Tendências/Opinião: O futuro dos conselhos de medicina

Por em setembro 4, 2017

Por Ricardo Paiva*

Entre 1998 e 2002, tive a oportunidade de ser eleito e reeleito para a presidência do Sindicato dos Médicos de Pernambuco. Um dos primeiros aprendizados foi que o Sindicato era a casa de defesa profissional do médico; a Associação Médica de Pernambuco, casa do conhecimento científico; e o Conselho Regional de Medicina, casa de defesa da sociedade, criado em conjunto com todos os demais conselhos profissionais, com suas funções cartoriais, fiscalizatórias, regulatórias e judicantes (acolher denúncias e julgar médicos).
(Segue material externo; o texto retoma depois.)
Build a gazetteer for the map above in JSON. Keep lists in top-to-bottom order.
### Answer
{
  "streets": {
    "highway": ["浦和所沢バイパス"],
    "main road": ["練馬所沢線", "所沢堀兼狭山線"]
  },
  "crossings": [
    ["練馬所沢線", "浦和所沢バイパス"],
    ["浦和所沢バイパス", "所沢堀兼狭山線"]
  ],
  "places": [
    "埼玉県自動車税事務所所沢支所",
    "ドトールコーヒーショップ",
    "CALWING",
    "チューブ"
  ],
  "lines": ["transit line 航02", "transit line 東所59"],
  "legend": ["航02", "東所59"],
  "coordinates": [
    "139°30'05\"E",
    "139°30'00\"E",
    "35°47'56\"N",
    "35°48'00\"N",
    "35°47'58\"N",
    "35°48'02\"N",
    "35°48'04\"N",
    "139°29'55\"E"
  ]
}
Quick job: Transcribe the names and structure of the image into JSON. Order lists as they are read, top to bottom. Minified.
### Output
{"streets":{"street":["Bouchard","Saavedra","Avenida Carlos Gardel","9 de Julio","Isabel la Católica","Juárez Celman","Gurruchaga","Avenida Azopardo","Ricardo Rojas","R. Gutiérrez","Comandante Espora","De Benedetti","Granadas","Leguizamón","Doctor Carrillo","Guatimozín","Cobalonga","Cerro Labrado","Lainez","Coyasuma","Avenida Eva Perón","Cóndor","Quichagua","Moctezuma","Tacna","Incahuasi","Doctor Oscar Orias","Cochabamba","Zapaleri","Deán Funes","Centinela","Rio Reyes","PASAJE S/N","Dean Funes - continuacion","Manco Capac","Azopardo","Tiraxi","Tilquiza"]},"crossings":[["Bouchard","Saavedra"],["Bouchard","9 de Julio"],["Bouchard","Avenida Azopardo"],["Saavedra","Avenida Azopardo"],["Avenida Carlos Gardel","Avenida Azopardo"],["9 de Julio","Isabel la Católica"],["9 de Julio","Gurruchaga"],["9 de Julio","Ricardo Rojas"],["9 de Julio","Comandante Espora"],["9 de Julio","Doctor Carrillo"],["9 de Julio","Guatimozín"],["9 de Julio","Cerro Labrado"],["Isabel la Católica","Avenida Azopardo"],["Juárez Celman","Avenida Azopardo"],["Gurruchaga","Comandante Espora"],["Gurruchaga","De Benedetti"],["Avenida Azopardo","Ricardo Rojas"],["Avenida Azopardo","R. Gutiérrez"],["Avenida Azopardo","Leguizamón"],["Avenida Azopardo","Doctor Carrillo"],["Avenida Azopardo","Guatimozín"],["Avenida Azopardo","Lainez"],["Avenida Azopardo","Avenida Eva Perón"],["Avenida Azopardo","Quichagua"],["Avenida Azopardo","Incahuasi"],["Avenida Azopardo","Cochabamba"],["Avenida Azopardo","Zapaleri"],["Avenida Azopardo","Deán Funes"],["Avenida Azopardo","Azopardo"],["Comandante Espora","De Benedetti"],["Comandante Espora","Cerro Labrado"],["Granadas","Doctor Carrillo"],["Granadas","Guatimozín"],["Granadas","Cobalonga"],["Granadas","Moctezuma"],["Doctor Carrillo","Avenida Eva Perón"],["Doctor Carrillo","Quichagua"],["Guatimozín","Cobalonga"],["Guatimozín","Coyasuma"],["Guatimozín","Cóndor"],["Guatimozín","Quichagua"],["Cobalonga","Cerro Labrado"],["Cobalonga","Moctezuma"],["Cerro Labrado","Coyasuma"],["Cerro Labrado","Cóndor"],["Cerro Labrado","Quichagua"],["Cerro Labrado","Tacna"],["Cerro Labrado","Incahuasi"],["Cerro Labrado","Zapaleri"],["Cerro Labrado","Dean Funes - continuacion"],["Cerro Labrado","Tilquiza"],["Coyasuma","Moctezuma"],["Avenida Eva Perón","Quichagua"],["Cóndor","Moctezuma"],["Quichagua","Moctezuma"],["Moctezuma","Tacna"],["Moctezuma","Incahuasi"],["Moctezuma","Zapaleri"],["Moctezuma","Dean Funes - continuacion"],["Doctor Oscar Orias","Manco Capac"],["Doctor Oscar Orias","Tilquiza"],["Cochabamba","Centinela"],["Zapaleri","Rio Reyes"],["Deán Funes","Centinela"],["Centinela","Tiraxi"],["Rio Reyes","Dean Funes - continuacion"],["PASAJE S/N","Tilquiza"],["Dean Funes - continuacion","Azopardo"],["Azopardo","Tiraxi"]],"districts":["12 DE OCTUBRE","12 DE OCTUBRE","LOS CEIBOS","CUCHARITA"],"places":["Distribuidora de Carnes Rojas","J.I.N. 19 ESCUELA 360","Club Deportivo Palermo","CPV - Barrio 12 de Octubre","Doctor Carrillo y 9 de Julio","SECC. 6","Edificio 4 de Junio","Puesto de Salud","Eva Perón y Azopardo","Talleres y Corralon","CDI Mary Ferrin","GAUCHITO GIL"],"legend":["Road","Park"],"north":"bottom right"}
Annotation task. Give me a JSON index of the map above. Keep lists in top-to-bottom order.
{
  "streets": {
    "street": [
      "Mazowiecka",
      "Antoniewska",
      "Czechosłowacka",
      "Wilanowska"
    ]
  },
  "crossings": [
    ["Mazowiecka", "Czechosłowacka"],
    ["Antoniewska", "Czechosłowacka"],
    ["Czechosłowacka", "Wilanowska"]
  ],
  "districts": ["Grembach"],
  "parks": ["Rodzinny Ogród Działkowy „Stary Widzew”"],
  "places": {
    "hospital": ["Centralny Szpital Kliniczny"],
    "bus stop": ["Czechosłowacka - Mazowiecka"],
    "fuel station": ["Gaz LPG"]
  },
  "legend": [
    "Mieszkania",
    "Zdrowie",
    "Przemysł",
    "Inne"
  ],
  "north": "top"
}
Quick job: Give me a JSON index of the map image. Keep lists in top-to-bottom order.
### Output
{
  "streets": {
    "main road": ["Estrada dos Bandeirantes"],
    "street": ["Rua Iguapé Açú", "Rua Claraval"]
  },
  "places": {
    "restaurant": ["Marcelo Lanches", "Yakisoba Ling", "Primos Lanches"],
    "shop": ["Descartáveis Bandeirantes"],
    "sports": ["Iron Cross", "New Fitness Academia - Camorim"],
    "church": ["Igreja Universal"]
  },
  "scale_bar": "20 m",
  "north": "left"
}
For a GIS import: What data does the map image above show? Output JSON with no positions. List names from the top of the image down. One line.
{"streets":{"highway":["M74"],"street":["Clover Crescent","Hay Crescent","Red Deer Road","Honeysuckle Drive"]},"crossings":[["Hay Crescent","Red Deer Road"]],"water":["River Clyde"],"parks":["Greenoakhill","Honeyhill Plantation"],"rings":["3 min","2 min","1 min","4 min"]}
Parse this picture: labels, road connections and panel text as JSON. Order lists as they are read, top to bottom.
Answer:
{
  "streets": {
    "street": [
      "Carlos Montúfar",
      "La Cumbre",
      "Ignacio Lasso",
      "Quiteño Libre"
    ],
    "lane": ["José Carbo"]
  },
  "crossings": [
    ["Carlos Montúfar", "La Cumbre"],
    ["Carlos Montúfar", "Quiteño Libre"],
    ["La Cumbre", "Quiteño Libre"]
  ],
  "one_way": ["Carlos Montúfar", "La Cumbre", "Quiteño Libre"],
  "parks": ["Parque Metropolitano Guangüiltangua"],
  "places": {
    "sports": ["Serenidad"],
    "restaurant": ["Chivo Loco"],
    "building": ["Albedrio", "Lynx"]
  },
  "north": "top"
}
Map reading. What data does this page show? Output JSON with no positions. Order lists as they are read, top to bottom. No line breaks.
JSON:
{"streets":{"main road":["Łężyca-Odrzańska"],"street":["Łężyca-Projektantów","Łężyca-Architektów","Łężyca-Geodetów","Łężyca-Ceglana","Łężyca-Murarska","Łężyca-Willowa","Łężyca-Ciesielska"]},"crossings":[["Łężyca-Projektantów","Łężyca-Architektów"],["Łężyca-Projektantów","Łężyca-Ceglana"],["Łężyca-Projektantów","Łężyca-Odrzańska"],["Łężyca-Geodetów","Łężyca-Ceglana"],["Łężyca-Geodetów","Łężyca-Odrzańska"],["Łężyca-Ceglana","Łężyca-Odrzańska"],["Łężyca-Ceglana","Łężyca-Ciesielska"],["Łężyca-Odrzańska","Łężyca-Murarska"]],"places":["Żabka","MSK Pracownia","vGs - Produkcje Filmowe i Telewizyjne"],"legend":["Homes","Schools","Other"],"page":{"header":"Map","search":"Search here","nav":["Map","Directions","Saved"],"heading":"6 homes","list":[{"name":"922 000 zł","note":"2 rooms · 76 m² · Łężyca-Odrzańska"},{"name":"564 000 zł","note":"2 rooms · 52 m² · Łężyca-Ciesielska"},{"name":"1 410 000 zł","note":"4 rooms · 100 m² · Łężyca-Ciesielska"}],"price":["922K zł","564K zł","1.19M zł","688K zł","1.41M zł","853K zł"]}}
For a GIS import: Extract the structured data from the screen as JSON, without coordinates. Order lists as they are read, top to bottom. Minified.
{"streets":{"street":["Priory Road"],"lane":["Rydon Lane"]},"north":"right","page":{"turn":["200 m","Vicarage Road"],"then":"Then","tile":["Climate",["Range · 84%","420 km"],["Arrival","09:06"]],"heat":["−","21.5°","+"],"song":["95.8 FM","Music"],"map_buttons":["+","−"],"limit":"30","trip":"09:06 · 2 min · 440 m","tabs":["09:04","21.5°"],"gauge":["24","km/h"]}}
Entre 2003 e 2006, fui eleito presidente do Conselho Regional de Medicina de Pernambuco (Cremepe) e desde aquela época mantive a mesma opinião que tenho hoje e que abordei em reuniões de presidentes na época:

1.    Sendo a casa de defesa da sociedade, não cabe ao médico custeá-la, mas a sociedade.

2.    Sendo o Conselho um órgão julgador de quem atualmente o custeia e considerando que para ascensão ao cargo de conselheiro depende-se de eleição entre os médicos, entendo haver um enorme conflito de interesse ético, a saber: para ser eleito entre os médicos para julgá-los, é necessário transmitir sentimentos de segurança entre os eleitores.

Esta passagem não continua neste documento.